ヲタクが死んだ日

「6号」を中心とする都市開発が本格化したのは
まぼろしの帝都オリンピック前夜からである。
戦争が終わって、対岸には、火力発電所ができた。
巨大船舶、建造の為のドックが3つ、直線道路を
挟んだ東がわには、重工業のプラント群。そして
紡績工場。
運河の向こうには、草むらがひろがり、プロペラ
小型飛行機ならば充分、離発着の可能な滑走路が
1本、南北に走っていた。
やがて経済復興もターニング・ポイントをむかえ
このドックのあたりは、首都の物流を支える拠点
長距離トラック・ターミナルへと、変貌をとげる。
滑走路奥の遊休地は、都心では珍しいゴルフ場に
かわっていた。



地方新聞社を経営してた彼の父親の悲願は、町に
リニヤの軌道が、施設されることだった。
1族は戦国時代にさかのぼる旧家で、特に鉱石の
知識に長けた、山の民である。
江戸幕府の成立と共に、彼らは絹の道をたどって
甲斐から、やってきた。共同体のボーダーだった
地にとどまり、防衛の任につく為に。
彼らのような「突撃隊」は、体制が安定するのと
同時に粛清され、没落してくのが歴史の常である。
山をつきぬけ、音速の半分で疾走する交通機関
どれほど魅力的だったかは、例えば同じテーマを
詠った「中央フリーウェイ」を聞けばわかる。
この労働歌もまた、シルクロードに纏わる伝説に
深く、かかわってる。



「不滅」の代用品。
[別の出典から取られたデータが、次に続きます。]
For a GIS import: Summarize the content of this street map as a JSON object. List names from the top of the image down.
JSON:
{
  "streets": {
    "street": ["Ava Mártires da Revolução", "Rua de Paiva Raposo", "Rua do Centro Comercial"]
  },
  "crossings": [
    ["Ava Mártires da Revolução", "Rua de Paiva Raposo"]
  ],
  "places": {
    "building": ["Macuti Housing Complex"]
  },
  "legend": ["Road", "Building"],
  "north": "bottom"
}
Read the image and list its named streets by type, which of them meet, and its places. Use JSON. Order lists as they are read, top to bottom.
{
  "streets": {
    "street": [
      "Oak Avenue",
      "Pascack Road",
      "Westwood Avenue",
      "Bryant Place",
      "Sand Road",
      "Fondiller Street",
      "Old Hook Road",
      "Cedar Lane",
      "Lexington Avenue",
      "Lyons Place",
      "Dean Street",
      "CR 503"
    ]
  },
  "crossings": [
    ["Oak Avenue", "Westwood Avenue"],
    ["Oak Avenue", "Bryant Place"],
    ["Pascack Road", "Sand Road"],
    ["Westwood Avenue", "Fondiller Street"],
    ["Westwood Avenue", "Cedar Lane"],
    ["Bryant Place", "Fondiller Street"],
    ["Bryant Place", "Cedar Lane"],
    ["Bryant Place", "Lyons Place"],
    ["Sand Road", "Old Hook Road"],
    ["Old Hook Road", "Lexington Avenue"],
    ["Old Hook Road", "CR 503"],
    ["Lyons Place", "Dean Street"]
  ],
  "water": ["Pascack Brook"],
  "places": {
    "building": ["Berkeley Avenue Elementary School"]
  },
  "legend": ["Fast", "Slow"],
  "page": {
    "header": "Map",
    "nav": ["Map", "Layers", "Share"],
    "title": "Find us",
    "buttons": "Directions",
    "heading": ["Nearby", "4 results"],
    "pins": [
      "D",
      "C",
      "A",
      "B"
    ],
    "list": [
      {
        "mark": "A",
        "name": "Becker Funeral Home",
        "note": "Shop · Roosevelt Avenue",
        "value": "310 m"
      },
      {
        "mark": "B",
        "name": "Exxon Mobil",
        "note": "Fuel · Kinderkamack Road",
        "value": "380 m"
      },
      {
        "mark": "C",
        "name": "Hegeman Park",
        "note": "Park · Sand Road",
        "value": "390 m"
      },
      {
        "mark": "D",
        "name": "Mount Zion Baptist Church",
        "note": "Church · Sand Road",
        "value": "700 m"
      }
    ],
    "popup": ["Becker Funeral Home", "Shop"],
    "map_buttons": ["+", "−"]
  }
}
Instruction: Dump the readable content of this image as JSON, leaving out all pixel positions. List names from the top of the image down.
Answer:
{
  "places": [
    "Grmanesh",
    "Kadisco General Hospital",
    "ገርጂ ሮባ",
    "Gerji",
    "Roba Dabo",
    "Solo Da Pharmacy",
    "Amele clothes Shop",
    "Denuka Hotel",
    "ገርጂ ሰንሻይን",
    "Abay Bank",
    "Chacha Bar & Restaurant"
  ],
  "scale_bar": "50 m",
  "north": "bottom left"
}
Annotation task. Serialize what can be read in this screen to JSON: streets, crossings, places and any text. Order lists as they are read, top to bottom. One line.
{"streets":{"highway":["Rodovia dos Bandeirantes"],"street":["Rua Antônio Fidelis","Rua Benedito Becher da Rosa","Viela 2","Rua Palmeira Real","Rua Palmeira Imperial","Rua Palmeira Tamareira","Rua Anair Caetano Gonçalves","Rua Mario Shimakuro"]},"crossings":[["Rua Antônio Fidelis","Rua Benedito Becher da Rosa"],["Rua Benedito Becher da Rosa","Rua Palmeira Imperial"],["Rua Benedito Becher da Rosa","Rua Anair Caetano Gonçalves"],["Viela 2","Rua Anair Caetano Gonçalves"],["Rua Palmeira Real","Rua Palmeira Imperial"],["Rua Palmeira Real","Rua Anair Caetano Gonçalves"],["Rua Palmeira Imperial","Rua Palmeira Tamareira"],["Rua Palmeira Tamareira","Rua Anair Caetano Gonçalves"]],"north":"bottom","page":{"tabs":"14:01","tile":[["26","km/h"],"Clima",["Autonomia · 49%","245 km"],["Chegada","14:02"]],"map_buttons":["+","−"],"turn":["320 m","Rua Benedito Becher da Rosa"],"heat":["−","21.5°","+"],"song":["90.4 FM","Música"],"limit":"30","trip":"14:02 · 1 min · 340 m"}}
だけが、運命を狂わせる。
竹取物語における「石綿」は、望んでも届かない
たとえだった。
岩棉は人造の、火鼠の皮衣である。
アスベストと違い、玄武岩をいまひとたび融解し
織りあげてく。
件の紡績工場発行の社史は、高らかに宣言してる。
永遠を所有せんとしたプロメテウスにふさわしく
開発初期、製造炉の寿命は8時間だったという。
燃えさかる欲望の跡地には、地方からの労働者を
うけいれる為に、公団住宅ができた。



いかにも近代主義者らしく、漱石は「こころ」で
殉死を、林檎の芯に似た「モノ」として描いてる。
昭和と平成の境目にも、年ごろの娘たちが忽然と
この世から連れ去られてくという、事件がおきた。
最後の1人は5歳にして、この団地から消えた。
ゴルフ場は84年に栃木へ立ち退き営業を続けた。
会社更生法の適用をうけたのが先日である。